Regions, not prefectures

Ruling coalition wants new system in step with administrative reforms


Staff writer

The 47 prefectures have been in place since the Meiji Era (1868-1912), but the system is seen as increasingly obsolete amid the vast demographic changes Japan has had since the war.

The changes include a major population shift from rural to urban areas and, more recently, a declining birthrate and rapidly aging society.

Plans are advancing at the central and local government level to end the prefectural system and reorganize Japan into roughly a dozen super-states.

If the Liberal Democratic Party-New Komeito ruling bloc and its supporters prevail, the nearly 150-year-old prefectural system could be history by 2017.

What would a "United States of Japan" (Doshusei) look like on a map?

Last month, an LDP panel recommended abolishing the prefectural system and reorganizing the nation into between 11 and 13 regional blocks (depending on the preference of targeted prefectures.

Hokkaido, Kyushu and Okinawa would be separate blocks, while Shikoku would either be separate or part of a larger block encompassing the current Chugoku region of western Honshu (Tottori, Shimane, Okayama, Hiroshima and Yamaguchi prefectures).

The six prefectures of the Tohoku region (Aomori, Iwate, Miyagi, Akita, Yamagata and Fukushima) would make up the Tohoku block.

And the six Kansai region prefectures (Shiga, Kyoto, Osaka, Hyogo, Nara and Wakayama) would form the Kansai block. Aichi and four other prefectures of the Chubu region (Mie, Shizuoka, Gifu and Nagano) would be called either the Chubu or Tokai block.

Tokyo would be either a separate region or part of a new southern Kanto block that would include Kanagawa, Chiba and Yamanashi prefectures. Saitama would be in either a northern Kanto block along with Gunma, Tochigi, and Miyagi prefectures or part of the southern Kanto block.

What would the political structure be like?

Each regional block would elect a governor and a regional assembly, both of which would have far more authority than under the current prefectural system to raise and spend funds on local needs, making the new entities more autonomous and similar to U.S. states.

The central government's primary responsibilities would be to set overall national strategy and provide national defense.

What are the arguments for a regional block system?

The basic arguments are that it would transfer more political power and tax money from the central to local governments; it would lead to regional governments that are internationally competitive and a central government that is strong in setting national strategies and in crisis response; it would make the central and local governments more effective; and it would relieve the population concentration around Tokyo and allow for creation of specialized economic zones.

What are the main advantages of the new system, and who is promoting these advantages?

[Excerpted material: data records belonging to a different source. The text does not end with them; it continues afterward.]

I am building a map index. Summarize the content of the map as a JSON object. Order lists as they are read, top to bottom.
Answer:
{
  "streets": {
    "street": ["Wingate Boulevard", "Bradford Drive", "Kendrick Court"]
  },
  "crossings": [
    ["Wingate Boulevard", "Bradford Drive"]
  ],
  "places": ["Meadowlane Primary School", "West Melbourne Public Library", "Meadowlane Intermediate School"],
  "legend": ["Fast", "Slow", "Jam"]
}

The strongest supporters of the regional block system are the LDP and business and industrial organizations that see the current prefectural system as economically inefficient, overly bureaucratic and impractical for a country where the population is falling and people are aging rapidly.

The merits of a regional block system, they say, are that it would help local governments better respond to local needs; make it easier for Tokyo to formulate national strategies because local governments would be invested with decision-making powers currently held by central government bureaucrats; offer better economies of scale for local infrastructure facilities and services; and drive competition among the regions, making the nation as a whole more diversified.

What are the disadvantages?

Opponents argue the new system would take local government further away from residents, especially those in small towns and villages or smaller prefectures; lead to population and financial concentrations in certain regions and thus further widen the economic and social gaps between them; undermine the sense of national unity and lead to a weaker nation; and create fewer but larger and more complex regional bureaucracies.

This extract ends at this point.